_PROMPT_
Find the string "align" in the data, then copy every line where it is found.

_Collected data entries_

┌──

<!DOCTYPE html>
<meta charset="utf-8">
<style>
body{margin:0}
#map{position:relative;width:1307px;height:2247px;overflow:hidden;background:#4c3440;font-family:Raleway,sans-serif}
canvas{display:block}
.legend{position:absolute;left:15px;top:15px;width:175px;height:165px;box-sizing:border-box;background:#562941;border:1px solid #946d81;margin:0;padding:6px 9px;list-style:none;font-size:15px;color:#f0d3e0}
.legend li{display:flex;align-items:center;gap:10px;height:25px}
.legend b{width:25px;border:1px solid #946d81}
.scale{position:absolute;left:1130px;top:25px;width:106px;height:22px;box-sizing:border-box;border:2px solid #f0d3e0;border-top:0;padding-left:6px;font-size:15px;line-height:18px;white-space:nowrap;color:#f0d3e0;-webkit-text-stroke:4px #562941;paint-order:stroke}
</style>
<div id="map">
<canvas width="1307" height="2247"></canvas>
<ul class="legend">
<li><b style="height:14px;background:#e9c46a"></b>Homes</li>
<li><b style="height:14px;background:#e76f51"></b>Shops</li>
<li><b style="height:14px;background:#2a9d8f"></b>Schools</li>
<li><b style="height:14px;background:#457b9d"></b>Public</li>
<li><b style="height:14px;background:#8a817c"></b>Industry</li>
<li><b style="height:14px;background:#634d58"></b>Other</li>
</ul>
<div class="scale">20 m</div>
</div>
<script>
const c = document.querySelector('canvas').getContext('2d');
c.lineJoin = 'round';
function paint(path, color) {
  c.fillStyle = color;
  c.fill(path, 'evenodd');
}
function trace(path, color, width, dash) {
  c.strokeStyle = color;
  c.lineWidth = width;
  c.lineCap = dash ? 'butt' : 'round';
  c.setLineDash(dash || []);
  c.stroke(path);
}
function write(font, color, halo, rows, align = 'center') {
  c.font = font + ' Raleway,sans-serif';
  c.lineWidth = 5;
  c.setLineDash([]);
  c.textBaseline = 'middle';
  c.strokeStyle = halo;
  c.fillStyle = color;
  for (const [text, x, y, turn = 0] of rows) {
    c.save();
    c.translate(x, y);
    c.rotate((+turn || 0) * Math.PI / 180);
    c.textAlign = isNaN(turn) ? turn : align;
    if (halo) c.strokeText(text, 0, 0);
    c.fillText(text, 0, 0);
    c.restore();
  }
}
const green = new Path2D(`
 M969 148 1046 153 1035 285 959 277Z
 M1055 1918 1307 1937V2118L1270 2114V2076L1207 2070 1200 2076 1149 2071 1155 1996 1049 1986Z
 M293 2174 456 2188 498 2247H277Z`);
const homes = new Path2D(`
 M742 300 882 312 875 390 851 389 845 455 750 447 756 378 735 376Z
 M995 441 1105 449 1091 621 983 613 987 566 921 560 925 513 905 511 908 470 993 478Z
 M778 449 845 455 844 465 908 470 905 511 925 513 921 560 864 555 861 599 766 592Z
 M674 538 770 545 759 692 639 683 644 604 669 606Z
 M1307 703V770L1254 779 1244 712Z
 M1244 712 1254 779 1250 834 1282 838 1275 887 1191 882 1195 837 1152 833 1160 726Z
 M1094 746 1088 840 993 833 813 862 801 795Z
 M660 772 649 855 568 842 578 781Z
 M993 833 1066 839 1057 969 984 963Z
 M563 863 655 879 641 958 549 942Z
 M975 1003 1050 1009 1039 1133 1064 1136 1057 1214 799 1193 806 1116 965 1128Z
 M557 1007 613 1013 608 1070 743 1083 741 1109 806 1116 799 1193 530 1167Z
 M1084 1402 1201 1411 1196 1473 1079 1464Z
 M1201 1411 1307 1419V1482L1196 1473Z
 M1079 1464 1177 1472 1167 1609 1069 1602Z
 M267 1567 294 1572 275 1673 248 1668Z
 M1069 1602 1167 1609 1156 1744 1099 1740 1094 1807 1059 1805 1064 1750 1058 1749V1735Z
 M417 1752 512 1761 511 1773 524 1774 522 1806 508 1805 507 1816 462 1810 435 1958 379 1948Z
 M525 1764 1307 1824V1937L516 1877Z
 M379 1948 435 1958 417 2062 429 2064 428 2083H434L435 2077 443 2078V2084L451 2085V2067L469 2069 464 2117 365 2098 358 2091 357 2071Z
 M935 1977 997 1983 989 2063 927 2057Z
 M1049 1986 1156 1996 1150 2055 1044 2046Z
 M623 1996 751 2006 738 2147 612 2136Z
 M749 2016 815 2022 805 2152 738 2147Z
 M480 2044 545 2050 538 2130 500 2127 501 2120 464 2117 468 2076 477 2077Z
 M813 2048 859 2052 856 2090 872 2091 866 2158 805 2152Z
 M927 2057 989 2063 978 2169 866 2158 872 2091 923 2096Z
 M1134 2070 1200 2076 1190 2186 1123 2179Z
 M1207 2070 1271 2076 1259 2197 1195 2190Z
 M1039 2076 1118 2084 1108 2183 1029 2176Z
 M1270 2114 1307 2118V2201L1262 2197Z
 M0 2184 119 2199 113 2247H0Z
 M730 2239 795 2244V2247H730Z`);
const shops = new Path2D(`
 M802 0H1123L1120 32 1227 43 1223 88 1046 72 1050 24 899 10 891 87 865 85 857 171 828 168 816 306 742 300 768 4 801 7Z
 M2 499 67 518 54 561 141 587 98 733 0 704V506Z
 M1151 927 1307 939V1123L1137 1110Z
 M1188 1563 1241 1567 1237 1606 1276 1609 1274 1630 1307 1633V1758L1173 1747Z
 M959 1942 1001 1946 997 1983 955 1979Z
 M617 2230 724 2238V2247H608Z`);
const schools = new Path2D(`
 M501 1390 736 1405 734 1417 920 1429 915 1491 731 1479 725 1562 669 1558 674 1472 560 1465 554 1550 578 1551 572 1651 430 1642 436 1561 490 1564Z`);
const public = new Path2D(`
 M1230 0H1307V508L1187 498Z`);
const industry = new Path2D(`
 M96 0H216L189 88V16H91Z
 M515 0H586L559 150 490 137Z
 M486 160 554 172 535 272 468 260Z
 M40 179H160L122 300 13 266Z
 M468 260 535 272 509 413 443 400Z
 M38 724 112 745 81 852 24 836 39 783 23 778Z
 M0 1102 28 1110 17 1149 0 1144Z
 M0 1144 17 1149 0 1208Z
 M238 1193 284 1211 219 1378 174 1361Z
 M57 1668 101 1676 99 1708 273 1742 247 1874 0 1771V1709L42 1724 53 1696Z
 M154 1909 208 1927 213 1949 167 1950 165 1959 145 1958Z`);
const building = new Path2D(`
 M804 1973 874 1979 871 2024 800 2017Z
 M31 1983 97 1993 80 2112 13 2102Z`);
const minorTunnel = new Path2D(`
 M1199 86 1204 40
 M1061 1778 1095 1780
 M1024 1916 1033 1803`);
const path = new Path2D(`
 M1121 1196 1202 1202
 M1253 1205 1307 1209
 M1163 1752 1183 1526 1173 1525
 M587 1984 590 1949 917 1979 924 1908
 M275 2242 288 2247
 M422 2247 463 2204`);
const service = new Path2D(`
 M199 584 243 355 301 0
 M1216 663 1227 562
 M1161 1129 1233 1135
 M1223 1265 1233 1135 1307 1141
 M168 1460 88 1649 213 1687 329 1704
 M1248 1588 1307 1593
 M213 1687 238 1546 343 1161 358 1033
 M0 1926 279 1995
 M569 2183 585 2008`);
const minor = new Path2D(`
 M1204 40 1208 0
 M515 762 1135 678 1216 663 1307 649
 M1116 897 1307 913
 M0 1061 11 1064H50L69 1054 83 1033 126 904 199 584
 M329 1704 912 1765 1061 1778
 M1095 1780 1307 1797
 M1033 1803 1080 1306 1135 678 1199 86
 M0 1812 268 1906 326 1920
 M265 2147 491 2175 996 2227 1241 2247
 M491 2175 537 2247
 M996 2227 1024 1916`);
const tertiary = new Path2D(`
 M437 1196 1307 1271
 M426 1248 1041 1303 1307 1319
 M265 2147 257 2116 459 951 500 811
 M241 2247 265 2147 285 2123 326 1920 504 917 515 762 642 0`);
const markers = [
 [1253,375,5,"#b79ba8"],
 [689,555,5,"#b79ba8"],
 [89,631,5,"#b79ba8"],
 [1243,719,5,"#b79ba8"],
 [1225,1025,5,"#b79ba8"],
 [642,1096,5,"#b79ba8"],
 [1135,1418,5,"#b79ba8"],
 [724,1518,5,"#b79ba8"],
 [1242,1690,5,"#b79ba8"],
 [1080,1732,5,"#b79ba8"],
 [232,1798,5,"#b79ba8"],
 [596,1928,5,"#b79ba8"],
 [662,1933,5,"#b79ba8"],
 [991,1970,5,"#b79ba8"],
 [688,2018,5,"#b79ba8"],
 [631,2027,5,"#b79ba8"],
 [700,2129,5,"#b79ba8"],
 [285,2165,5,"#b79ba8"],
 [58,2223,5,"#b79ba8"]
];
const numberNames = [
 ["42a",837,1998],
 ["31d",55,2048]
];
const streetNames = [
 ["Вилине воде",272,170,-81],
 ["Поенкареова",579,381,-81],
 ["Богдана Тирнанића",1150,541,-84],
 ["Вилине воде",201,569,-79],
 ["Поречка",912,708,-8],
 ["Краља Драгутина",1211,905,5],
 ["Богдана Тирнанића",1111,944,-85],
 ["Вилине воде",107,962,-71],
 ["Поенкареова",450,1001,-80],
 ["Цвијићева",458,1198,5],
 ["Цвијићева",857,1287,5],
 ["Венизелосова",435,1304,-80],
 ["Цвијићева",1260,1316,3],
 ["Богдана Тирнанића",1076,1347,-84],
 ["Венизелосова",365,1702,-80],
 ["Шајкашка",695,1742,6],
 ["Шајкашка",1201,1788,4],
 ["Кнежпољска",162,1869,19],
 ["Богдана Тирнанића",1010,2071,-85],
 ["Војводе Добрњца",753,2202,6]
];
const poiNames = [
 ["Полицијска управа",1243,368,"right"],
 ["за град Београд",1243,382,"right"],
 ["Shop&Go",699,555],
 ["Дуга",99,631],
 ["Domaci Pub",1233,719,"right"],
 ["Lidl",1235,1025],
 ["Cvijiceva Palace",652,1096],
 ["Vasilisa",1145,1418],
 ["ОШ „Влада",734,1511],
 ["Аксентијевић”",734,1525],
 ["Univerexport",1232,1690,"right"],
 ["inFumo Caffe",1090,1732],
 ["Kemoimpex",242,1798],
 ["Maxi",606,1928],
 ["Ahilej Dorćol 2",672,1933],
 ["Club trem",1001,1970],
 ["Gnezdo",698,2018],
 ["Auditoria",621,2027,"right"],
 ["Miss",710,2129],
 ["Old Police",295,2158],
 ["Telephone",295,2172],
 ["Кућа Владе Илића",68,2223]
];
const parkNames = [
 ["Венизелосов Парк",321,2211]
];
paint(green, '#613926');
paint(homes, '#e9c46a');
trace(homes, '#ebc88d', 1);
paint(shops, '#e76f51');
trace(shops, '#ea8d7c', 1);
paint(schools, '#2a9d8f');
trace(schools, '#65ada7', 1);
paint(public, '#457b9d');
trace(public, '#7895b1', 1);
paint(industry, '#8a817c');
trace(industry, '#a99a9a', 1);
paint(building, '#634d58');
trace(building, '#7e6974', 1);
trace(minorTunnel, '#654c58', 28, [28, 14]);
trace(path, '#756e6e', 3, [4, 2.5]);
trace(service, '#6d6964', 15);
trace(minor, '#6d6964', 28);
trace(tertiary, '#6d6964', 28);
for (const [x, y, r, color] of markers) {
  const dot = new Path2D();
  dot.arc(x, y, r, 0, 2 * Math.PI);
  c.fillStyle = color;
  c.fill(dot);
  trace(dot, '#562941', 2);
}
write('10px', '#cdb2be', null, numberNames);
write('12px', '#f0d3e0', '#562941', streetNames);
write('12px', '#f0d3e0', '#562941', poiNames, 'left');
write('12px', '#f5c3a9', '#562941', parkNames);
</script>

└──

_TASK OUTPUT_
.legend li{display:flex;align-items:center;gap:10px;height:25px}
function write(font, color, halo, rows, align = 'center') {
    c.textAlign = isNaN(turn) ? turn : align;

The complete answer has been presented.